* **The problem**:
Without the pictures, repeat the listing character for character.
+ + + + +
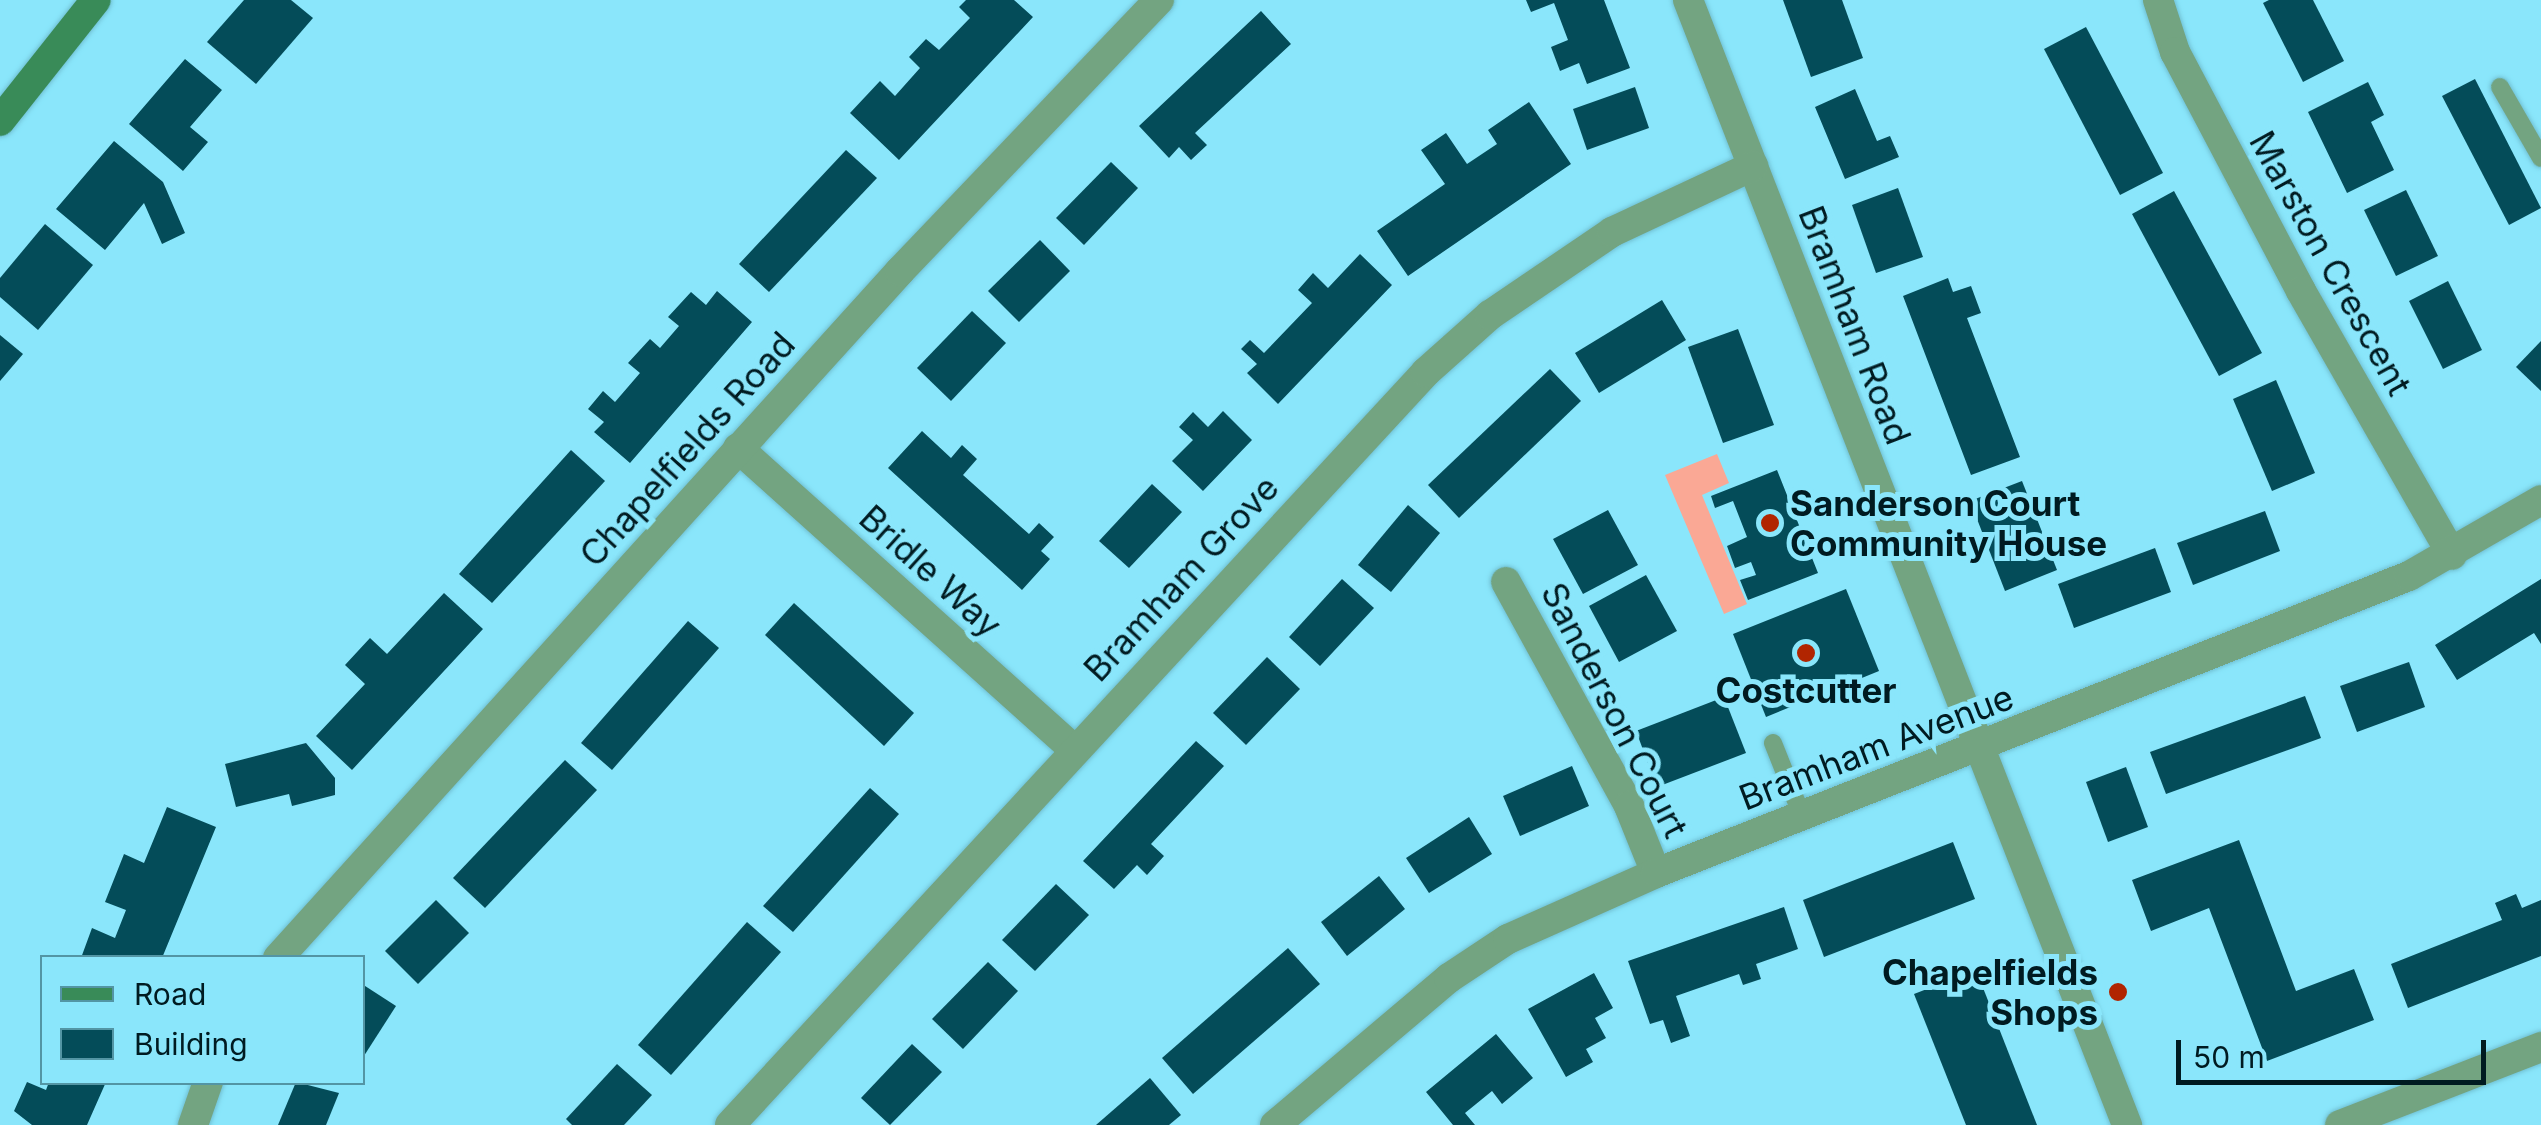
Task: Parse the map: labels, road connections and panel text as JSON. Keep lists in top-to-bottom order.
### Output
{
  "streets": {
    "street": [
      "Marston Crescent",
      "Bramham Road",
      "Chapelfields Road",
      "Bridle Way",
      "Bramham Grove",
      "Sanderson Court",
      "Bramham Avenue"
    ]
  },
  "crossings": [
    ["Marston Crescent", "Bramham Avenue"],
    ["Bramham Road", "Bramham Grove"],
    ["Bramham Road", "Bramham Avenue"],
    ["Chapelfields Road", "Bridle Way"],
    ["Bridle Way", "Bramham Grove"],
    ["Sanderson Court", "Bramham Avenue"]
  ],
  "places": ["Sanderson Court Community House", "Costcutter", "Chapelfields Shops"],
  "legend": ["Road", "Building"],
  "scale_bar": "50 m"
}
+ + + + +
* **Exercise result**:
Task: Parse the map: labels, road connections and panel text as JSON. Keep lists in top-to-bottom order.
### Output
{
  "streets": {
    "street": [
      "Marston Crescent",
      "Bramham Road",
      "Chapelfields Road",
      "Bridle Way",
      "Bramham Grove",
      "Sanderson Court",
      "Bramham Avenue"
    ]
  },
  "crossings": [
    ["Marston Crescent", "Bramham Avenue"],
    ["Bramham Road", "Bramham Grove"],
    ["Bramham Road", "Bramham Avenue"],
    ["Chapelfields Road", "Bridle Way"],
    ["Bridle Way", "Bramham Grove"],
    ["Sanderson Court", "Bramham Avenue"]
  ],
  "places": ["Sanderson Court Community House", "Costcutter", "Chapelfields Shops"],
  "legend": ["Road", "Building"],
  "scale_bar": "50 m"
}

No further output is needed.